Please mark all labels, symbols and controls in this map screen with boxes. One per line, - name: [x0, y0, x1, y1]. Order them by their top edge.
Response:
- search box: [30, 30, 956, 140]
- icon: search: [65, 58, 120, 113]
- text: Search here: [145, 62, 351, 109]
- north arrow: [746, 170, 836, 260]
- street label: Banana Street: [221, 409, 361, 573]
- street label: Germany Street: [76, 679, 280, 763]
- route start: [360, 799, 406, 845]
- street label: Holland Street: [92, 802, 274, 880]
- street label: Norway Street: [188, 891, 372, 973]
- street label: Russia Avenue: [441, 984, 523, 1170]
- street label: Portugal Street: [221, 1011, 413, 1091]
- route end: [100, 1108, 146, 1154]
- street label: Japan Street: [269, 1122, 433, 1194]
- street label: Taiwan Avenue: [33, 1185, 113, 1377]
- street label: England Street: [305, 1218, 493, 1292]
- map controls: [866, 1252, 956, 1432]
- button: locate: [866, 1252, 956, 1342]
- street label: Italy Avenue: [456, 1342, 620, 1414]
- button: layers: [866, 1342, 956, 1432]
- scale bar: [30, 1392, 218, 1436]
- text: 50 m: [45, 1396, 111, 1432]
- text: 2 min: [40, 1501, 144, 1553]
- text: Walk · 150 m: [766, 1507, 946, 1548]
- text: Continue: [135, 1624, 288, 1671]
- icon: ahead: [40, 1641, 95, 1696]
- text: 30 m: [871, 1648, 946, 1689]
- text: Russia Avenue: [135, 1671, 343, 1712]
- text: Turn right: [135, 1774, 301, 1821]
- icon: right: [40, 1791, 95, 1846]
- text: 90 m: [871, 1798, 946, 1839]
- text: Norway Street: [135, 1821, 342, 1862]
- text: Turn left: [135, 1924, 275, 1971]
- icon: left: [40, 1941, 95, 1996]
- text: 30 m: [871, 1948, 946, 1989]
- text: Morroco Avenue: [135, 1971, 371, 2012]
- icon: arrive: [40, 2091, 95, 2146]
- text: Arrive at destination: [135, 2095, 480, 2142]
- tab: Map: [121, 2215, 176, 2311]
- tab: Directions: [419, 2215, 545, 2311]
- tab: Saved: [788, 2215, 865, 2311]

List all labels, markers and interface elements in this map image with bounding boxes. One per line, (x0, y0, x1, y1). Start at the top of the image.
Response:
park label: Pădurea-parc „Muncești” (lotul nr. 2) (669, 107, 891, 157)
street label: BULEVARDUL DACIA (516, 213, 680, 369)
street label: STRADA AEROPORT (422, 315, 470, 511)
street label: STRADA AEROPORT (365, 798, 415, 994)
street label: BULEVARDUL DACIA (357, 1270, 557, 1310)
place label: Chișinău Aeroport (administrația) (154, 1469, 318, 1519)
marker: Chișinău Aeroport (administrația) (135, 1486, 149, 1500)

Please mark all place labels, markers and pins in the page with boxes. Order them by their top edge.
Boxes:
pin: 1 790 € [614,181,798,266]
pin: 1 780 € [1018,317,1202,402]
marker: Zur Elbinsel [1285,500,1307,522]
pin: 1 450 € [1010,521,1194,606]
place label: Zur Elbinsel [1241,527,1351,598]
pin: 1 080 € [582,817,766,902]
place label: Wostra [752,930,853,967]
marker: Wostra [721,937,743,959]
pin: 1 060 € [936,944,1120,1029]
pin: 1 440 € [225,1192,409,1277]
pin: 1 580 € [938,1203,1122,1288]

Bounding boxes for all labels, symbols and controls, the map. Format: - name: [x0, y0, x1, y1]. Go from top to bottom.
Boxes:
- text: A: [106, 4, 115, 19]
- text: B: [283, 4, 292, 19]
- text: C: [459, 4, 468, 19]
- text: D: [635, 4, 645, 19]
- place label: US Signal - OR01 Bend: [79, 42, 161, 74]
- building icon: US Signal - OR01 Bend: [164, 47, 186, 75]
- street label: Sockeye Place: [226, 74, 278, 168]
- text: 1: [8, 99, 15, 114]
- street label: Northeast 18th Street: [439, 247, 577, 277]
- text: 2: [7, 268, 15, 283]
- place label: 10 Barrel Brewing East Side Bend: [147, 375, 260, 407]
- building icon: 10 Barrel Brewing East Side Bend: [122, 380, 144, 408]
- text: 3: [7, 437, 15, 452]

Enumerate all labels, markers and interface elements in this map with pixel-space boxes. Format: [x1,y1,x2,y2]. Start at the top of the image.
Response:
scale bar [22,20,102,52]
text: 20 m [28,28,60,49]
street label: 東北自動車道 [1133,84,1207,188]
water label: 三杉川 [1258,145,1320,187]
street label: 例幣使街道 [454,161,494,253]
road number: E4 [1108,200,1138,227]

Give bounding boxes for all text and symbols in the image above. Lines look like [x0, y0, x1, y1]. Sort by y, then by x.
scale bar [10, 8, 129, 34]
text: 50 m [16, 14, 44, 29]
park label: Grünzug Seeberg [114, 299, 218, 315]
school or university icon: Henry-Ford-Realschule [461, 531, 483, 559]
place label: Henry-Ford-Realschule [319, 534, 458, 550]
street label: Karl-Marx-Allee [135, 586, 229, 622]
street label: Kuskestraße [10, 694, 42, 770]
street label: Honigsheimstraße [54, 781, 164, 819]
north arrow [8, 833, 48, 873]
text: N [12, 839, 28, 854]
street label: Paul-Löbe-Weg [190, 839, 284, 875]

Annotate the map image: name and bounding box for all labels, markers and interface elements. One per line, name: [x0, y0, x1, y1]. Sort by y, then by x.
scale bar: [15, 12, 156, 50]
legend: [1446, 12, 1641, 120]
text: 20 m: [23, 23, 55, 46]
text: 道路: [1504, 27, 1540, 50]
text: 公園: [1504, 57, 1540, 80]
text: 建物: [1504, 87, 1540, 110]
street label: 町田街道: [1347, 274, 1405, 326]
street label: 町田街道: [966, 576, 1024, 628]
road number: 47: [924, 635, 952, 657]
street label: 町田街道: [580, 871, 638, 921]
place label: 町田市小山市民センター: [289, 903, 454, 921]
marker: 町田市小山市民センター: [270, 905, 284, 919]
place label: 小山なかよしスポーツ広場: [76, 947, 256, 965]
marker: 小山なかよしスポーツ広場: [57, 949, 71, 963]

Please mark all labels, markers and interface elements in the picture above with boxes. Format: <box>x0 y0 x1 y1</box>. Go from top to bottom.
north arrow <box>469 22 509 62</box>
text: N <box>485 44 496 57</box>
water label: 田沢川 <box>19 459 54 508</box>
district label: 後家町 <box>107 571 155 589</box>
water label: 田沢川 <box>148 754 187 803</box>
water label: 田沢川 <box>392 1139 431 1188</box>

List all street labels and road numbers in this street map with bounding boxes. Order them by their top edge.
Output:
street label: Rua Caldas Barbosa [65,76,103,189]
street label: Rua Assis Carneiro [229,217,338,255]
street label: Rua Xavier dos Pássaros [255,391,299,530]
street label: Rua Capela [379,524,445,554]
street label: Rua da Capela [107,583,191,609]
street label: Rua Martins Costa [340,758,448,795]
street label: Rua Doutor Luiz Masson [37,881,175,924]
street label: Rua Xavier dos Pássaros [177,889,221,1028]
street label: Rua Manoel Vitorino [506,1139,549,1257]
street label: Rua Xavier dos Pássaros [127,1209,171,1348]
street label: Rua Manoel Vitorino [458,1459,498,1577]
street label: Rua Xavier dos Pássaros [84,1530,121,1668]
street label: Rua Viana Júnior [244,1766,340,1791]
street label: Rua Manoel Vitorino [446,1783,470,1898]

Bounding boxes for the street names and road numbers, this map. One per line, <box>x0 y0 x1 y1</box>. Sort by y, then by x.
####
EXERCISE AIM
Check each line of the records for the string "their" and copy those that have it.

YOUR RESPONSE
Please mark all labels, symbols and controls in this map screen with boxes. One per line, - name: [x0, y0, x1, y1]. Order them by their top edge.
Please mark all place labels, markers and pins in the page with boxes. Order them by their top edge.
List all street labels and road numbers in this street map with bounding boxes. Order them by their top edge.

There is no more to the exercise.